**Task to carry out**
Whenever a line in the data below includes the string "overflow", copy it out.

Items from a dataset:
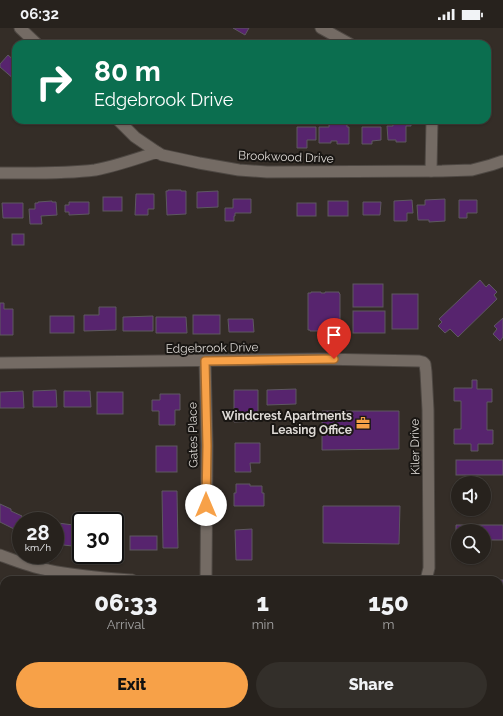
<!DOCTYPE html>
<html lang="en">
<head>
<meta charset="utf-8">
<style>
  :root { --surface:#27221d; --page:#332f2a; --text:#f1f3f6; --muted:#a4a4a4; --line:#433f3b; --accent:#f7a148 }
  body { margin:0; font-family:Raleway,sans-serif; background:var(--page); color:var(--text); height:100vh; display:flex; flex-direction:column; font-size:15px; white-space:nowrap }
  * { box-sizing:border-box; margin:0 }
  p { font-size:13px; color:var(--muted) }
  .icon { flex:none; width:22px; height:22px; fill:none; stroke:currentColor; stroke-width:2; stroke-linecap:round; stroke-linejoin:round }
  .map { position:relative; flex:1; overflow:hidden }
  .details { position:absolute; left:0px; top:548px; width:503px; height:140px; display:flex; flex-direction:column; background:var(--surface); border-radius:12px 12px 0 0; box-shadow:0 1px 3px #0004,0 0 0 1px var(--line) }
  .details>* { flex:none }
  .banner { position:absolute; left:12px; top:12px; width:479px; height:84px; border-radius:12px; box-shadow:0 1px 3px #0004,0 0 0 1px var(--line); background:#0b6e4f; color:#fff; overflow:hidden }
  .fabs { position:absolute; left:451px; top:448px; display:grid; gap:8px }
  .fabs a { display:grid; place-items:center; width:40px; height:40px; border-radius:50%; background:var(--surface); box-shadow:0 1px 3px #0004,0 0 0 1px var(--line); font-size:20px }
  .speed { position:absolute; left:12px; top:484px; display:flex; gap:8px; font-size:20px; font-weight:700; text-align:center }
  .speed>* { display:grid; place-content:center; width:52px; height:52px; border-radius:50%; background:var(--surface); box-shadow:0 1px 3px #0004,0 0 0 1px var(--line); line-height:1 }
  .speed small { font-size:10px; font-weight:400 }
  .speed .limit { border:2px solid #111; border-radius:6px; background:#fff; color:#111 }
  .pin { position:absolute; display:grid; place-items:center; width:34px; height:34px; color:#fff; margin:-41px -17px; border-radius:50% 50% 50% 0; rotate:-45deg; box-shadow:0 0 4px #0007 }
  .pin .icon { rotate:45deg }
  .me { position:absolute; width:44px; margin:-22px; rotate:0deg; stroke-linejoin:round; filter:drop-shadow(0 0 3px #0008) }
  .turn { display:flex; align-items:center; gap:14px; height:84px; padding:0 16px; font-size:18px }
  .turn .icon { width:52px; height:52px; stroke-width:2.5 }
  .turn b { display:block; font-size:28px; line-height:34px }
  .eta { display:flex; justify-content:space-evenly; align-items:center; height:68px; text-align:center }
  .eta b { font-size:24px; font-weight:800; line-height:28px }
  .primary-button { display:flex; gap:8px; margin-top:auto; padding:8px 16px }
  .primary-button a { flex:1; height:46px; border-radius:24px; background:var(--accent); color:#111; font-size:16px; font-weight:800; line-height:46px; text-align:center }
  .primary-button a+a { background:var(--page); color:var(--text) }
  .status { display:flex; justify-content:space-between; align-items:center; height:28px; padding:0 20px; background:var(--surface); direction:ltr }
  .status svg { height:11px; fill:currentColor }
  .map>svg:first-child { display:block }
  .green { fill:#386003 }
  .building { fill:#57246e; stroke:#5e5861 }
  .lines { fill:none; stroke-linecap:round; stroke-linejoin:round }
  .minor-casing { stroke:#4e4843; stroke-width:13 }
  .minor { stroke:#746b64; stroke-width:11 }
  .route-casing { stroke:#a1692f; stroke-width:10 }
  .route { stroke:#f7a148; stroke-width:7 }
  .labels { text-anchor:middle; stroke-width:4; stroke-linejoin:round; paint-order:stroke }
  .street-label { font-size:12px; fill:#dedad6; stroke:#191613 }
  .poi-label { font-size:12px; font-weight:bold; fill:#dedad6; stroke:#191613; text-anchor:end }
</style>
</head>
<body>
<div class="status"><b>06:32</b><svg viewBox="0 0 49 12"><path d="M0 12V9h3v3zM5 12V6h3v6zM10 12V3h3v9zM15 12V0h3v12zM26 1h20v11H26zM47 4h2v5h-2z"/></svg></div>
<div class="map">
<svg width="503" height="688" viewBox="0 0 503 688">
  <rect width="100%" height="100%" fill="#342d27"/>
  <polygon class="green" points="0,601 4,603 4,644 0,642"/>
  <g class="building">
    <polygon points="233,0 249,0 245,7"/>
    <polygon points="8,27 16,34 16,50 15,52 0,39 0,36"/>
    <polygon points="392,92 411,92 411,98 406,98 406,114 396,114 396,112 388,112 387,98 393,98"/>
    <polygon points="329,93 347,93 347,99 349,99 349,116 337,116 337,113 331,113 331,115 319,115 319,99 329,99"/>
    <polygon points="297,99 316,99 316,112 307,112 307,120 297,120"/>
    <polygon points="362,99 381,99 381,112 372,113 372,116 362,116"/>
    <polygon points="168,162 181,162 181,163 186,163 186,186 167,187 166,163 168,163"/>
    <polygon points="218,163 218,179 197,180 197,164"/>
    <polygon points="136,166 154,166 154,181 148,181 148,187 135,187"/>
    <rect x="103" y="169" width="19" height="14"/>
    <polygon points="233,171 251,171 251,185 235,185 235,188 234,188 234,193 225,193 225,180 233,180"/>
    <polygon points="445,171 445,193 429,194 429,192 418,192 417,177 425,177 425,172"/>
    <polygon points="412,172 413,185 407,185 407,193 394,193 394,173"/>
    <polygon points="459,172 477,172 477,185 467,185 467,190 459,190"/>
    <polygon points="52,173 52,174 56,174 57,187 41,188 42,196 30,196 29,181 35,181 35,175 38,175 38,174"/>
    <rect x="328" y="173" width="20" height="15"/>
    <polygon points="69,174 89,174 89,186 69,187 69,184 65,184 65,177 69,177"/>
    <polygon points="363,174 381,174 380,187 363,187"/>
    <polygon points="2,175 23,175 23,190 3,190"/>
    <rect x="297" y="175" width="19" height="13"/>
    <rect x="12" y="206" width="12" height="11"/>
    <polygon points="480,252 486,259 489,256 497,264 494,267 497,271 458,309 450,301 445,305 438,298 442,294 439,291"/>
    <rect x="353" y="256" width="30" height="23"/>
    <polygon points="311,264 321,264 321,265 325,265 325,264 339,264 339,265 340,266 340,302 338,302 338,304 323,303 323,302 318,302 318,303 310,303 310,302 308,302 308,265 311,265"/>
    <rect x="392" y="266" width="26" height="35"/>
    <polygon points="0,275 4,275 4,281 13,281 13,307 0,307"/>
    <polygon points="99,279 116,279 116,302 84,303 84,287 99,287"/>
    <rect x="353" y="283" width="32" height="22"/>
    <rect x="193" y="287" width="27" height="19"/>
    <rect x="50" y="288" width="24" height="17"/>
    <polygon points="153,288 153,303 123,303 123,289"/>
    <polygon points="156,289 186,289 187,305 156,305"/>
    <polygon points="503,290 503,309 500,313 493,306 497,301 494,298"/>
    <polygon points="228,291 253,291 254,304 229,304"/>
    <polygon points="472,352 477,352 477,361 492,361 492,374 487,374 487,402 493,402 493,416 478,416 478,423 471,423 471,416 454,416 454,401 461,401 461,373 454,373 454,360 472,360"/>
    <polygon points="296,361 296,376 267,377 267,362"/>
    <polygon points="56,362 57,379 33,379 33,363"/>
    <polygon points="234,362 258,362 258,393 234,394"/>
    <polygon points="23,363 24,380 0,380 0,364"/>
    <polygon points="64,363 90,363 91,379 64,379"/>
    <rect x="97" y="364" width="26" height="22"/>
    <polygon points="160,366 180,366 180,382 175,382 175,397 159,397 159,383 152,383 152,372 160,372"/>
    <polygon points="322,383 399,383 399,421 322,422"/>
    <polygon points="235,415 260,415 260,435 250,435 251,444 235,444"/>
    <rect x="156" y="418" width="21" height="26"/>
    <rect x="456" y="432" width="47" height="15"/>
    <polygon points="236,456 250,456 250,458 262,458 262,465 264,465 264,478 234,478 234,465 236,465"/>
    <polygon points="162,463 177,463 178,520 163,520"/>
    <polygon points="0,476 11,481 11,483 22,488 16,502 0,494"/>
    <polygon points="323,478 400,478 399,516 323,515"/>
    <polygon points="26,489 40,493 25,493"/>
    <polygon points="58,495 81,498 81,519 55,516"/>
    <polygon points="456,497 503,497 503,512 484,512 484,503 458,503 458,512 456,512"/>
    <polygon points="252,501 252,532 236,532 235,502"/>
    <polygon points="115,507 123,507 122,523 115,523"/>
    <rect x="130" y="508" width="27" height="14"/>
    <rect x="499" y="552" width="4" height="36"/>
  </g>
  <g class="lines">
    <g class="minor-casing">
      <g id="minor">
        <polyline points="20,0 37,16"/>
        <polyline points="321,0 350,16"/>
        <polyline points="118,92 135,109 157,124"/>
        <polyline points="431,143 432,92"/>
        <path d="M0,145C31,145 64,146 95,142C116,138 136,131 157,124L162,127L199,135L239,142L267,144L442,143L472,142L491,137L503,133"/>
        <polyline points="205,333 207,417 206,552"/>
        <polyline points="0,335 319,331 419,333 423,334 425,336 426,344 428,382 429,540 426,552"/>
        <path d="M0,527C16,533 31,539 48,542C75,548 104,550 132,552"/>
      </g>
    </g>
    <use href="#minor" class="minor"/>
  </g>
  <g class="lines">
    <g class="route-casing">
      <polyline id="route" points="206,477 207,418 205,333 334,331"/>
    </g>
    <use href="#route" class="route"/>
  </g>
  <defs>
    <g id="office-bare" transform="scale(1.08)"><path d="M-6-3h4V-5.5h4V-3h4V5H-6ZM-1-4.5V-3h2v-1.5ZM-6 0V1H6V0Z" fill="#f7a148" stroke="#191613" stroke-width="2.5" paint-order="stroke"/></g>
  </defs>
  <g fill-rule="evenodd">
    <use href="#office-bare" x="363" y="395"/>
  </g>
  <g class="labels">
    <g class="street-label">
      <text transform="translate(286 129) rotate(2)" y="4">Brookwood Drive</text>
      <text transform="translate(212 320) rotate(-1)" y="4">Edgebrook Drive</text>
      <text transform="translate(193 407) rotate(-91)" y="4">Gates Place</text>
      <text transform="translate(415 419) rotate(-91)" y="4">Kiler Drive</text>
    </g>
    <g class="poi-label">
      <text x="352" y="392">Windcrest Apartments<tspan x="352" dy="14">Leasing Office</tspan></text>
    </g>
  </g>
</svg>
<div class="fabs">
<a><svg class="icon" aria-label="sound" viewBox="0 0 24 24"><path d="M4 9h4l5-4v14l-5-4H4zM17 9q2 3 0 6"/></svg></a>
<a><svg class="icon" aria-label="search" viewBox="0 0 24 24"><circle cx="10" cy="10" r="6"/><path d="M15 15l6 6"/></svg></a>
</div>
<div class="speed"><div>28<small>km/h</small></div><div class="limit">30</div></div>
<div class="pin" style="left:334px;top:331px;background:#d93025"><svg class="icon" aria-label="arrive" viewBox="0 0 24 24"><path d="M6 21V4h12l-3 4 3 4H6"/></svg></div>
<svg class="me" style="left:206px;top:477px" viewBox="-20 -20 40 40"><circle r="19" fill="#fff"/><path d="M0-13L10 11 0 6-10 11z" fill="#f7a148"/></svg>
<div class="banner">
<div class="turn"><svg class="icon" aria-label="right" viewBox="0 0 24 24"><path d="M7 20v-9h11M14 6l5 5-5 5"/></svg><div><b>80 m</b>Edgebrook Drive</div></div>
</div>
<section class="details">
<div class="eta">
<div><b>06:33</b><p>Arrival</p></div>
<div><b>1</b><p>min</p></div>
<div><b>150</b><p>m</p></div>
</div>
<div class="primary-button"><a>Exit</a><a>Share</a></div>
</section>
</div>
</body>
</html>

**Exercise answer**
  .map { position:relative; flex:1; overflow:hidden }
  .banner { position:absolute; left:12px; top:12px; width:479px; height:84px; border-radius:12px; box-shadow:0 1px 3px #0004,0 0 0 1px var(--line); background:#0b6e4f; color:#fff; overflow:hidden }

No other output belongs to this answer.